In mathematics, KR-theory is a variant of topological K-theory defined for spaces with an involution. It was introduced by Atiyah (1966), motivated by applications to the Atiyah–Singer index theorem for real elliptic operators.

==Definition==
A real space is a defined to be a topological space with an involution. A real vector bundle over a real space X is defined to be a complex vector bundle E over X that is also a real space, such that the natural maps from E to X and from $\Complex$×E to E commute with the involution, where the involution acts as complex conjugation on $\Complex$. (This differs from the notion of a complex vector bundle in the category of Z/2Z spaces, where the involution acts trivially on $\Complex$.)

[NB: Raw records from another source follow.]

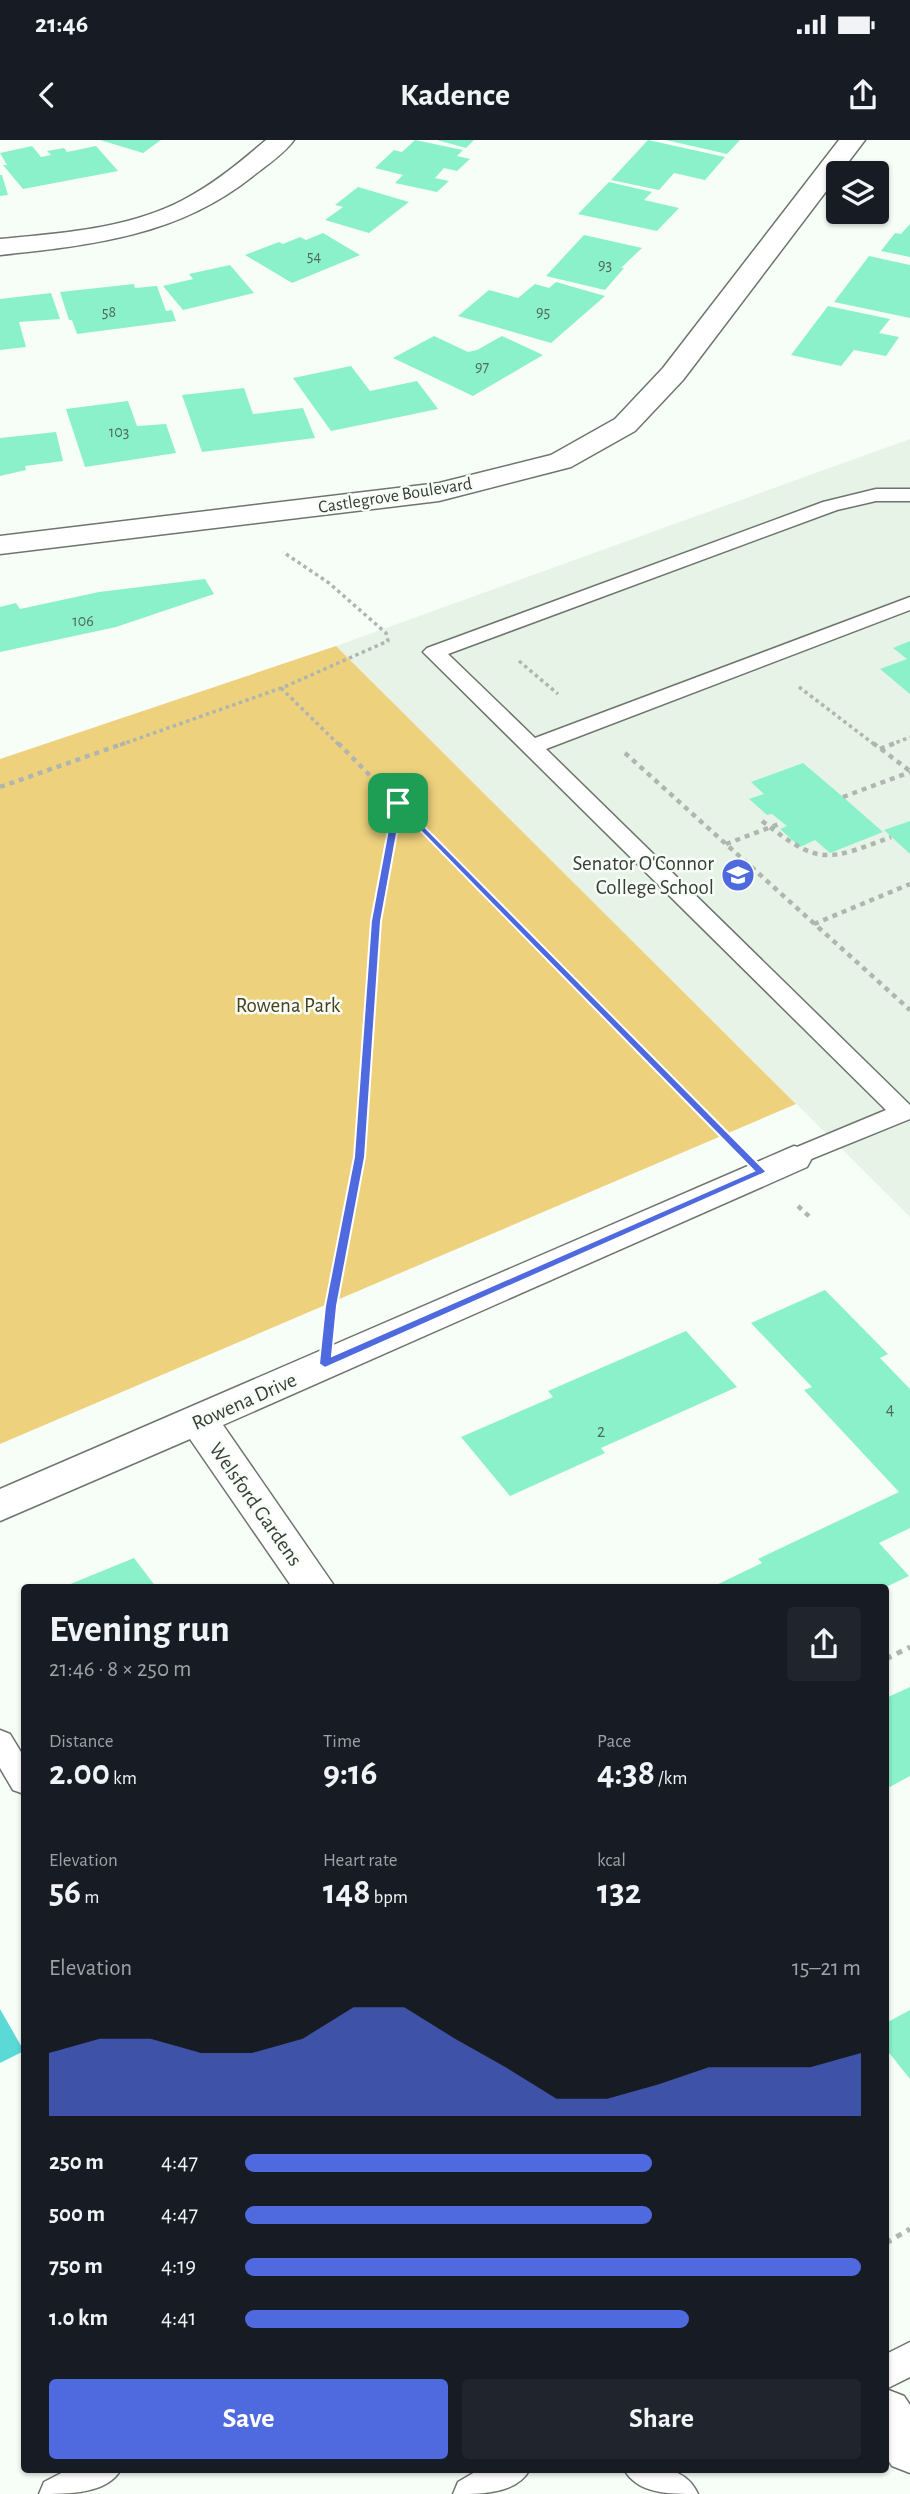 <!DOCTYPE html>
<meta charset="utf-8">
<style>
:root{--surface:#171b24;--page:#20242c;--text:#f1f3f6;--muted:#9ea1a6;--accent:#4f6adf}
body{margin:0;font-family:"Alegreya Sans",sans-serif;background:var(--page);color:var(--text);height:100vh;display:flex;flex-direction:column;font-size:26px;white-space:nowrap}
*{box-sizing:border-box;margin:0}
p{font-size:23px;color:var(--muted)}
.icon{flex:none;width:38px;height:38px;fill:none;stroke:currentColor;stroke-width:2;stroke-linecap:round;stroke-linejoin:round}
.map{position:relative;flex:1;overflow:hidden}
.details{position:absolute;left:21px;top:1444px;width:868px;height:889px;display:flex;flex-direction:column;background:var(--surface);border-radius:7px;box-shadow:0 2px 5px #0004}
.details>*{flex:none}
.controls{position:absolute;left:826px;top:21px;display:grid;gap:14px}
.controls a{display:grid;place-items:center;width:63px;height:63px;border-radius:7px;background:var(--surface);box-shadow:0 2px 5px #0004;font-size:35px}
.pin{position:absolute;display:grid;place-items:center;width:60px;height:60px;color:#fff;margin:-30px;border-radius:14px;box-shadow:0 4px 10px #0006}
.round{display:grid;place-items:center;flex:none;width:74px;height:74px;border-radius:7px;background:var(--page)}
.headline{display:flex;align-items:center;justify-content:space-between;height:119px;padding:0 28px}
h1{font-size:38px;font-weight:600;line-height:52px}
.stats{display:grid;grid-template-columns:repeat(3,1fr);gap:10px;height:119px;padding:7px 28px}
.stats div{display:grid;align-content:center}
.stats b{font-size:35px;font-weight:600}
.stats small{font-size:19px;font-weight:400}
.stats p{font-size:19px}
.chart{height:196px;padding:14px 28px}
.chart p{display:flex;justify-content:space-between}
.chart svg{width:100%;height:126px;margin-top:7px;fill:var(--accent);opacity:.7}
.cta{display:flex;gap:14px;margin-top:auto;padding:14px 28px}
.cta a{flex:1;height:80px;border-radius:7px;background:var(--accent);color:#fff;font-size:28px;font-weight:600;line-height:80px;text-align:center}
.cta a+a{background:var(--page);color:var(--text)}
ul{padding:0 28px;list-style:none;font-size:23px}
li{display:grid;grid-template-columns:112px 84px 1fr;align-items:center;height:52px}
li i{height:18px;border-radius:9px;background:var(--accent)}
.status{display:flex;justify-content:space-between;align-items:center;height:49px;padding:0 35px;background:var(--surface);direction:ltr}
.status svg{height:19px;fill:currentColor}
header{display:flex;justify-content:space-between;align-items:center;height:91px;padding:0 28px;background:var(--surface);font-size:32px;font-weight:600}
.map>svg:first-child{display:block}
.built{fill:#e7f3e6}
.green{fill:#edd17d}
.water{fill:#5bd9d7}
.building{fill:#8af1cb}
.lines{fill:none;stroke-linecap:round;stroke-linejoin:round}
.service-casing{stroke:#6e746e;stroke-width:3}
.minor-casing{stroke:#6e746e;stroke-width:3}
.path-far2{stroke:#afb5af;stroke-width:3.5;stroke-dasharray:3.5 3.5;stroke-linecap:butt}
.path-far1{stroke:#afb5af;stroke-width:4.5;stroke-dasharray:5 5;stroke-linecap:butt}
.path{stroke:#afb5af;stroke-width:5;stroke-dasharray:6 6;stroke-linecap:butt}
.service{fill:#fff;fill-rule:evenodd}
.minor{fill:#fff;fill-rule:evenodd}
.route{fill:#4f6adf;stroke:#fff;stroke-width:2;fill-rule:evenodd}
.labels{text-anchor:middle;stroke-width:5;stroke-linejoin:round;paint-order:stroke}
.far-number-label{font-size:16px;fill:#4e695e}
.far-street-label{font-size:18px;fill:#3a3c39;stroke:#f7fef7}
.number-label{font-size:18px;fill:#4e695e}
.poi-label{font-size:21px;fill:#3a3c39;stroke:#f7fef7;text-anchor:end}
.park-label{font-size:21px;fill:#4c401b;stroke:#f7fef7}
.street-label{font-size:21px;fill:#3a3c39;stroke:#f7fef7}
</style>
<div class="status"><b>21:46</b><svg viewBox="0 0 49 12"><path d="M0 12V9h3v3zM5 12V6h3v6zM10 12V3h3v9zM15 12V0h3v12zM26 1h20v11H26zM47 4h2v5h-2z"/></svg></div>
<header><svg class="icon" aria-label="back" viewBox="0 0 24 24"><path d="M15 5l-7 7 7 7"/></svg>Kadence<svg class="icon" aria-label="share" viewBox="0 0 24 24"><path d="M12 15V3M7 8l5-5 5 5M5 13v7h14v-7"/></svg></header>
<div class="map">
<svg width="910" height="2354" viewBox="0 0 910 2354">
<rect width="100%" height="100%" fill="#f7fef7"/>
<path class="built" d="M910,299v778l-574,-571z"/>
<path class="green" d="M336,506l460,458 -796,340v-685z"/>
<path class="water" d="M0,1869l24,42 -24,12z"/>
<path class="building" d="M100,0h61l-18,13z
M415,0l48,10 -6,6 13,3 -13,12 -13,-3 -9,10 14,3 -12,11 -42,-9 8,-8 -28,-7 19,-18 8,2z
M437,0h37l-8,8z
M648,0l77,17 -20,23 -31,-7 -15,17 -48,-10z
M666,0h74l-13,14z
M32,6l9,11 10,-2 -4,-4 17,-3 3,4 29,-6 22,25 -95,18 -20,-24h4l-7,-12z
M0,35h2l6,20 -8,1z
M609,42l43,10 -8,8 35,8 -22,23 -79,-17z
M358,47l51,15 -40,31 -44,-13 18,-13 -8,-2z
M910,84v33l-29,-6 14,-18 6,1z
M323,93l37,22 -68,28 -47,-28 34,-13 4,2 17,-7 6,3z
M584,95l58,13 -21,20h3l-19,22 -59,-14z
M869,116l41,9v53l-76,-16z
M230,125l24,28 -71,17 -20,-24 30,-7 -4,-5z
M556,142l49,14 -54,47 -93,-27 31,-26 29,8 17,-14 14,4z
M134,144l1,4 22,-2 9,25 6,-1 4,11 -99,13 -5,-14h-3l-9,-28z
M51,153l9,26 -41,3 7,25 -26,3v-51z
M828,166l62,13 -11,14 20,4 -13,19 -32,-6 -13,16 -50,-11z
M434,196l34,16 9,-2 25,-14 41,19 -70,41 -80,-38z
M351,226l19,25 47,-10 21,28 -107,22 -38,-53z
M244,248l9,26 50,-6 12,30 -113,14 -20,-57z
M128,261l9,25 29,-2 10,29 -91,14 -19,-58z
M56,292l7,29 -38,5 1,4 -26,6v-38z
M205,439l9,15 -98,33 -116,25v-45l16,-4 4,6 79,-17z
M910,501v53l-30,-25 27,-10 -14,-11z
M803,623l40,34 40,35 -53,21 -15,-13 -15,7 -20,-18 7,-3 -15,-12 -5,1 -18,-16 15,-5 -13,-12z
M910,681v33l-26,-24z
M825,1150l63,64 -8,4 30,31v139l-31,15 30,33 -23,11h-174l50,-24 -4,-4 141,-67 -95,-102 8,-3 -61,-64z
M686,1191l51,56 -136,61 4,5 -95,43 -49,-59 92,-40 -5,-6z
M134,1418l22,29h-93z
M910,1547v89l-24,13v-91z
M910,1870v69l-24,-30v-26z"/>
<g class="lines">
<defs>
<path id="service" d="M876,349h34v12h-34l-39,9 -389,144 87,84 375,-141v13l-364,139 364,356v14l-116,47 -9,-2 -4,-6 4,-6 101,-42 -463,-458 4,-4 396,-146z
M0,1590l10,4 14,23v37l-11,-4 -13,-22z
M910,2202v35l-24,12v-35z
M69,2329h52c-13,25 -53,25 -82,25l5,-12z
M480,2329h50c-13,25 -48,25 -77,25l5,-12z
M624,2329c28,0 60,-6 74,25 -29,0 -61,0 -74,-25z"/>
<path id="minor" d="M266,0h28c-10,14 -27,25 -41,36 -75,60 -160,69 -253,79v-16c61,-6 128,-10 183,-39 31,-16 57,-38 83,-60z
M839,0h26l-182,240 -48,51 -64,36 -132,34 -439,53v-18l439,-53 112,-28 64,-36 48,-51z
M794,1006l13,3 5,9 -5,9 -584,258 112,162h-43l-102,-148 -190,82v-32z
M886,2249l18,7 6,9v68l-18,-7 -6,-9z"/>
</defs>
<use href="#service" class="service-casing"/>
<use href="#minor" class="minor-casing"/>
<path class="path-far2" d="M519,521l39,33
M799,547l76,58
M281,548l58,57
M120,605l164,-58 104,-46 -2,-8 -57,-50 -46,-31
M890,605l20,-8"/>
<path class="path-far1" d="M338,603l391,397
M873,603l37,28
M880,609l15,-6
M625,613l285,257
M0,647l125,-44
M843,657l67,-25
M762,681c57,44 63,41 129,16
M726,704l56,-21
M814,784l96,-40
M798,1066l14,13
M331,1171l29,-154 16,-236 22,-118"/>
<path class="path" d="M886,1519l24,-12
M886,2103l24,-14"/>
<use href="#service" class="service"/>
<use href="#minor" class="minor"/>
</g>
<path class="route" d="M398,660l369,372 -442,196 -6,-4 6,-58 29,-149 17,-236 22,-118zM401,671l353,360 -422,185 5,-50 28,-149 16,-236z"/>
<defs>
<symbol id="school-disc" viewBox="-11 -11 22 22"><circle r="9.5" fill="#4f6adf" stroke="#f7fef7"/><path d="M0-5L7-2L0 1L-7-2ZM-4 1L0 2.5L4 1V4Q0 6-4 4Z" fill="#fff"/></symbol>
</defs>
<g fill-rule="evenodd">
<use href="#school-disc" x="719" y="716" width="38" height="38"/>
</g>
<g class="labels">
<g class="far-number-label">
<text x="314" y="121">54</text>
<text x="605" y="130">93</text>
<text x="109" y="177">58</text>
<text x="543" y="177">95</text>
<text x="482" y="232">97</text>
<text x="119" y="297">103</text>
<text x="83" y="486">106</text>
</g>
<g class="far-street-label">
<text transform="translate(395 355) rotate(-9)" y="6">Castlegrove Boulevard</text>
</g>
<g class="number-label">
<text x="890" y="1275">4</text>
<text x="601" y="1297">2</text>
</g>
<g class="poi-label">
<text x="714" y="730">Senator O'Connor<tspan x="714" dy="24">College School</tspan></text>
</g>
<g class="park-label">
<text x="288" y="872">Rowena Park</text>
</g>
<g class="street-label">
<text transform="translate(244 1261) rotate(-24)" y="7">Rowena Drive</text>
<text transform="translate(256 1364) rotate(55)" y="7">Welsford Gardens</text>
</g>
</g>
</svg>
<div class="controls">
<a><svg class="icon" aria-label="layers" viewBox="0 0 24 24"><path d="M12 4l9 5-9 5-9-5zM3 14l9 5 9-5"/></svg></a>
</div>
<div class="pin" style="left:398px;top:663px;background:#1e9e55"><svg class="icon" aria-label="arrive" viewBox="0 0 24 24"><path d="M6 21V4h12l-3 4 3 4H6"/></svg></div>
<section class="details">
<div class="headline"><div><h1>Evening run</h1><p>21:46 · 8 × 250 m</p></div><a class="round"><svg class="icon" aria-label="share" viewBox="0 0 24 24"><path d="M12 15V3M7 8l5-5 5 5M5 13v7h14v-7"/></svg></a></div>
<div class="stats">
<div><p>Distance</p><b>2.00<small> km</small></b></div>
<div><p>Time</p><b>9:16</b></div>
<div><p>Pace</p><b>4:38<small> /km</small></b></div>
</div>
<div class="stats">
<div><p>Elevation</p><b>56<small> m</small></b></div>
<div><p>Heart rate</p><b>148<small> bpm</small></b></div>
<div><p>kcal</p><b>132</b></div>
</div>
<div class="chart"><p><span>Elevation</span>15–21 m</p>
<svg viewBox="0 0 160 44" preserveAspectRatio="none"><path d="M0 44V22L10 17L20 17L30 22L40 22L50 17L60 6L70 6L80 17L90 27L100 38L110 38L120 33L130 27L140 27L150 27L160 22V44z"/></svg>
</div>
<ul>
<li><b>250 m</b>4:47<i style="width:66%"></i></li>
<li><b>500 m</b>4:47<i style="width:66%"></i></li>
<li><b>750 m</b>4:19<i style="width:100%"></i></li>
<li><b>1.0 km</b>4:41<i style="width:72%"></i></li>
</ul>
<div class="cta"><a>Save</a><a>Share</a></div>
</section>
</div>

The group KR(X) is the Grothendieck group of finite-dimensional real vector bundles over the real space X.

==Periodicity==
Similarly to Bott periodicity, the periodicity theorem for KR states that KR^{p,q} = KR^{p+1,q+1}, where KR^{p,q} is suspension with respect to R^{p,q} =
R^{q} + iR^{p} (with a switch in the order of p and q), given by
$KR^{p,q}(X,Y) = KR(X\times B^{p,q},X\times S^{p,q}\cup Y\times B^{p,q})$
and B^{p,q}, S^{p,q} are the unit ball and sphere in R^{p,q}.